The present disclosure describes a system and method for carry/borrow handling.
Some processors may be capable of performing extensive mathematical operations on vectors of arbitrary length. For example, conventional processors may be able to perform arithmetic logic unit (ALU) operations such as, add, subtract, multiply, divide, shift, etc. Many of these operations may produce a carry out of one register and/or a borrow from another. As large amounts of data continue to be processed at an increasing rate, efficient arithmetic/shift operations and carry-handling techniques may be required.
Features and advantages of the claimed subject matter will be apparent from the following detailed description of embodiments consistent therewith, which description should be considered with reference to the accompanying drawings, wherein:
Although the following Detailed Description will proceed with reference being made to illustrative embodiments, many alternatives, modifications, and variations thereof will be apparent to those skilled in the art.
Some arithmetic operations may require the addition of multiple vectors. In these instances, a carry generated in one location may need to propagate an arbitrary distance into the high part of the result, which may be very unlikely when using a random bit pattern. Using conventional techniques, the carry correction operations required to solve this problem may require an excessive amount of microprogram code.

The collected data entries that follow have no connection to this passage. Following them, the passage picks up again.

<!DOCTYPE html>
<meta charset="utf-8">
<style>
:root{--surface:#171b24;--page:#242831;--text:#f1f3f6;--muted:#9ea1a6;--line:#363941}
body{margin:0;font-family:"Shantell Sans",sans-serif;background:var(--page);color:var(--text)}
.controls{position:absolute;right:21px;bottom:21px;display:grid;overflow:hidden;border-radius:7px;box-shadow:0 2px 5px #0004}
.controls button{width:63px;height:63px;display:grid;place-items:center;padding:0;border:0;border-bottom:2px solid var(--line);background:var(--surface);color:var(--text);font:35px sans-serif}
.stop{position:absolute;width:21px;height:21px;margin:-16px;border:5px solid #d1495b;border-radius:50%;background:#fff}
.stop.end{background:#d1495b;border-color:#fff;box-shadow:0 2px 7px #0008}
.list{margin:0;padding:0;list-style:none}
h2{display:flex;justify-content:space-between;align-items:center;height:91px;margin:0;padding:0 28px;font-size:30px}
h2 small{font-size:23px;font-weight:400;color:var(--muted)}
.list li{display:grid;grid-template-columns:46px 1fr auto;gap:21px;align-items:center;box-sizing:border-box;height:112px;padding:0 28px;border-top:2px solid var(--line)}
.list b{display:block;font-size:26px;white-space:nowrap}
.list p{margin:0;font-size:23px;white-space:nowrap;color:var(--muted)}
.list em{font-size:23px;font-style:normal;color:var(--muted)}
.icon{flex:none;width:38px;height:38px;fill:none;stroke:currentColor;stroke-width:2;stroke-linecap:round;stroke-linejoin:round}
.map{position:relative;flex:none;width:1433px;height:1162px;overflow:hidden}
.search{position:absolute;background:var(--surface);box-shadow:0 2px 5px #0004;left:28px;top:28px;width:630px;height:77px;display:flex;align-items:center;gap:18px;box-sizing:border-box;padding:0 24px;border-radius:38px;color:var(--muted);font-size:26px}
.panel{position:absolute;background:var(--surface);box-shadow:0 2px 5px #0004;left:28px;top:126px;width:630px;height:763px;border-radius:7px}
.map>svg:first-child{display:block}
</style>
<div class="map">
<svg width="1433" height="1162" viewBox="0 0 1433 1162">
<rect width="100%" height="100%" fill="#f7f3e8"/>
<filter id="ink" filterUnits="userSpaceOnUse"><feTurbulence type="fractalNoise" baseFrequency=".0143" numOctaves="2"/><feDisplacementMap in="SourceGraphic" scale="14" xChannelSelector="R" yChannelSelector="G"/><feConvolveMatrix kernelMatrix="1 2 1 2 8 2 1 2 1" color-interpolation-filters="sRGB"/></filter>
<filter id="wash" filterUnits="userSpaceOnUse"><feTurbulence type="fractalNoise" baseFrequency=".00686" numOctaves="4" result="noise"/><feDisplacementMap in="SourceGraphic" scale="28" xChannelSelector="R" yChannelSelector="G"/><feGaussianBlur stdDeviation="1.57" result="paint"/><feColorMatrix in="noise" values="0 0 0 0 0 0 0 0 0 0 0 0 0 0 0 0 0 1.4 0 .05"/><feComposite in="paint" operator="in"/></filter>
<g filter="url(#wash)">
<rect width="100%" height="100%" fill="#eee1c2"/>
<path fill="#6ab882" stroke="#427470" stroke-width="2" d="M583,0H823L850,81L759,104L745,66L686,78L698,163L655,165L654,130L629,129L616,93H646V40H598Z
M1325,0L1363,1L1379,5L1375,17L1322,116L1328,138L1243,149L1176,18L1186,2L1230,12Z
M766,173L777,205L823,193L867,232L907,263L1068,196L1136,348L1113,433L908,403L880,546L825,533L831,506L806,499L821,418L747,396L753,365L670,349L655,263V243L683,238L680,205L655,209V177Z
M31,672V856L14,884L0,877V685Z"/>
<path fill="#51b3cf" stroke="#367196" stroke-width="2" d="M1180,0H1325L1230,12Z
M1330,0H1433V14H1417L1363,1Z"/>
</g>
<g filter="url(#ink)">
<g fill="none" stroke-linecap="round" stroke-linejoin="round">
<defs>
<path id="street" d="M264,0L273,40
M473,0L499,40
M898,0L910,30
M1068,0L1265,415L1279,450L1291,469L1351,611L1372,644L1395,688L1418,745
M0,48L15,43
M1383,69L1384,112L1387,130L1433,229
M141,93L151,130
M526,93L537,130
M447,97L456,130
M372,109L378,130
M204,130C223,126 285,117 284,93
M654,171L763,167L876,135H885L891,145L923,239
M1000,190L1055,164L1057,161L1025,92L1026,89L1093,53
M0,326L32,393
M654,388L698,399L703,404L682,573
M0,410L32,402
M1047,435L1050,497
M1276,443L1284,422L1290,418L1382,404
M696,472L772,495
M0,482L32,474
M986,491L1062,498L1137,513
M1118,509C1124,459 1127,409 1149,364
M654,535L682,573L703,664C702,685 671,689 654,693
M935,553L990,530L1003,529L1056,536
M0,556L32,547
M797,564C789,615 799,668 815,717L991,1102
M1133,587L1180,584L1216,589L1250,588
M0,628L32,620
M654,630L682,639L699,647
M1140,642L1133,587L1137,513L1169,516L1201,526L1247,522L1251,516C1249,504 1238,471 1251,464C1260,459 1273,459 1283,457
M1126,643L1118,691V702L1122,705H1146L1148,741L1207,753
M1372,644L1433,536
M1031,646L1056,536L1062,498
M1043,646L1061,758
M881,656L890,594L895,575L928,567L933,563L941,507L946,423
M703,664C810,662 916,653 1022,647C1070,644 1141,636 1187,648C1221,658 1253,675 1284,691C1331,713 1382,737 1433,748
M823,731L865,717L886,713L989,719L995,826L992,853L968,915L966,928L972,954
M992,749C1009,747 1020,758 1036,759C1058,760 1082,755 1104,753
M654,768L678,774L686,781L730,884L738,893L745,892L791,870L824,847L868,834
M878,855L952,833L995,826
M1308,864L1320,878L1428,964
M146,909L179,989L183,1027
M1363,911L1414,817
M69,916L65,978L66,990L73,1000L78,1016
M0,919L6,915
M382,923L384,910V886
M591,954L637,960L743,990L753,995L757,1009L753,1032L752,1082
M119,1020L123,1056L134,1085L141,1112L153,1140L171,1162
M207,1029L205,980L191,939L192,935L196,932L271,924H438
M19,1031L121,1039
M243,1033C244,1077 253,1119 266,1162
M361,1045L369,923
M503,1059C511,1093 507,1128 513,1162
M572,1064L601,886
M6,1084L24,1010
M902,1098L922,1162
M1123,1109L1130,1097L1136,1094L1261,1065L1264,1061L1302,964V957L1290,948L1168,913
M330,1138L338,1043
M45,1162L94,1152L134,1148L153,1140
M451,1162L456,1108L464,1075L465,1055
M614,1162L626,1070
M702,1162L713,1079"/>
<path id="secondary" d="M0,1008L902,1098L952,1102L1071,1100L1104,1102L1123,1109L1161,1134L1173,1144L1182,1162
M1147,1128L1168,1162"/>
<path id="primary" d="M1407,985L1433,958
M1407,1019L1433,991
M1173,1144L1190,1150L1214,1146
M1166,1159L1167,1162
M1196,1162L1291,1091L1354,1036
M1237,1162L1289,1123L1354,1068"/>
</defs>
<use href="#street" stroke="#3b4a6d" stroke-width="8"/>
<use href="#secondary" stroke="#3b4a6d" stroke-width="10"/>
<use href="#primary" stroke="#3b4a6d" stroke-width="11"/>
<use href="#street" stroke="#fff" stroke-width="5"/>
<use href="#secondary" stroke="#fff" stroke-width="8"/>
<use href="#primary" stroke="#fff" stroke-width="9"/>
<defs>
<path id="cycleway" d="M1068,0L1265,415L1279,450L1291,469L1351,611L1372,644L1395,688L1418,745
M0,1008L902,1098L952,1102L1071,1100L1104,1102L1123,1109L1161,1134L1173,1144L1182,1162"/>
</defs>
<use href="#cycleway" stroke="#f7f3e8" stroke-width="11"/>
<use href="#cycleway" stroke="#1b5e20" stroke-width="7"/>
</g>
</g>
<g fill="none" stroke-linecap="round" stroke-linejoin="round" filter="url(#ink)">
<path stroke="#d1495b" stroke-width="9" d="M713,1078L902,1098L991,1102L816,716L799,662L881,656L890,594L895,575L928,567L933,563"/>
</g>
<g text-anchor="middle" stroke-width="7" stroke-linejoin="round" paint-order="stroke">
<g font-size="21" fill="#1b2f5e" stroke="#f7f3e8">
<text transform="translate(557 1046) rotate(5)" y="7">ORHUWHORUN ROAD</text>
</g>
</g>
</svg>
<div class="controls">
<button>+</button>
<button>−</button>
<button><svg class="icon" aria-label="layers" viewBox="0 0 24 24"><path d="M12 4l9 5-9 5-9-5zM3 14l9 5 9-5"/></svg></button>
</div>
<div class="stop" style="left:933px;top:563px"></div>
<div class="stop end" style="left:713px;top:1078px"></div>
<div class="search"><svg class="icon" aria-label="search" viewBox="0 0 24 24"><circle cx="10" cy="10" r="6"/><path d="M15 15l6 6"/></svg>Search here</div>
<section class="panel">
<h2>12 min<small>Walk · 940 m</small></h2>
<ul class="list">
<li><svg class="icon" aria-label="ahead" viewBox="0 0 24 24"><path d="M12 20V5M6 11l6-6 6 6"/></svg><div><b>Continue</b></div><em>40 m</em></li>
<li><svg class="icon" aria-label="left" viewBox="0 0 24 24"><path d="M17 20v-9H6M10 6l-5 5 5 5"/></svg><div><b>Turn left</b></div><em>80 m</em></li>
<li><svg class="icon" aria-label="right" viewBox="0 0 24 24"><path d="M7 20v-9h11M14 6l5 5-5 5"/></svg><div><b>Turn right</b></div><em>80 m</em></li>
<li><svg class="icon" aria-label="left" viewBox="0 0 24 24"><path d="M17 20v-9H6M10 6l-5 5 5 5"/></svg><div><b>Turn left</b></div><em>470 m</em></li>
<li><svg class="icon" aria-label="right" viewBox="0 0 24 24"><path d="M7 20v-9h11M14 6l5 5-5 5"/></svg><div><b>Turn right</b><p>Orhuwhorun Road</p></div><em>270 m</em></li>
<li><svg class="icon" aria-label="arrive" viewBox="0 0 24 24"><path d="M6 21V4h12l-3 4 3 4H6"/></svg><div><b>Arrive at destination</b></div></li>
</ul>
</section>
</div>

Generally, the embodiments described herein provide a more efficient approach for carry/borrow handling in a processor. In accordance with the present disclosure, carry and borrow handling may be performed using a single, separate, subroutine (i.e., an independent subsection of microcode), which may be conditional upon the status of a boolean condition flag. The embodiments described herein may provide an efficient implementation (i.e., having little or no delay) in situations where the branch to the conditional subroutine is selected, as well as, in situations where the branch is not selected. This conditional subroutine may act as a delayed branch on a carry/borrow flag from a previous instruction to enable the branch to hide in the shadow of a later executed instruction.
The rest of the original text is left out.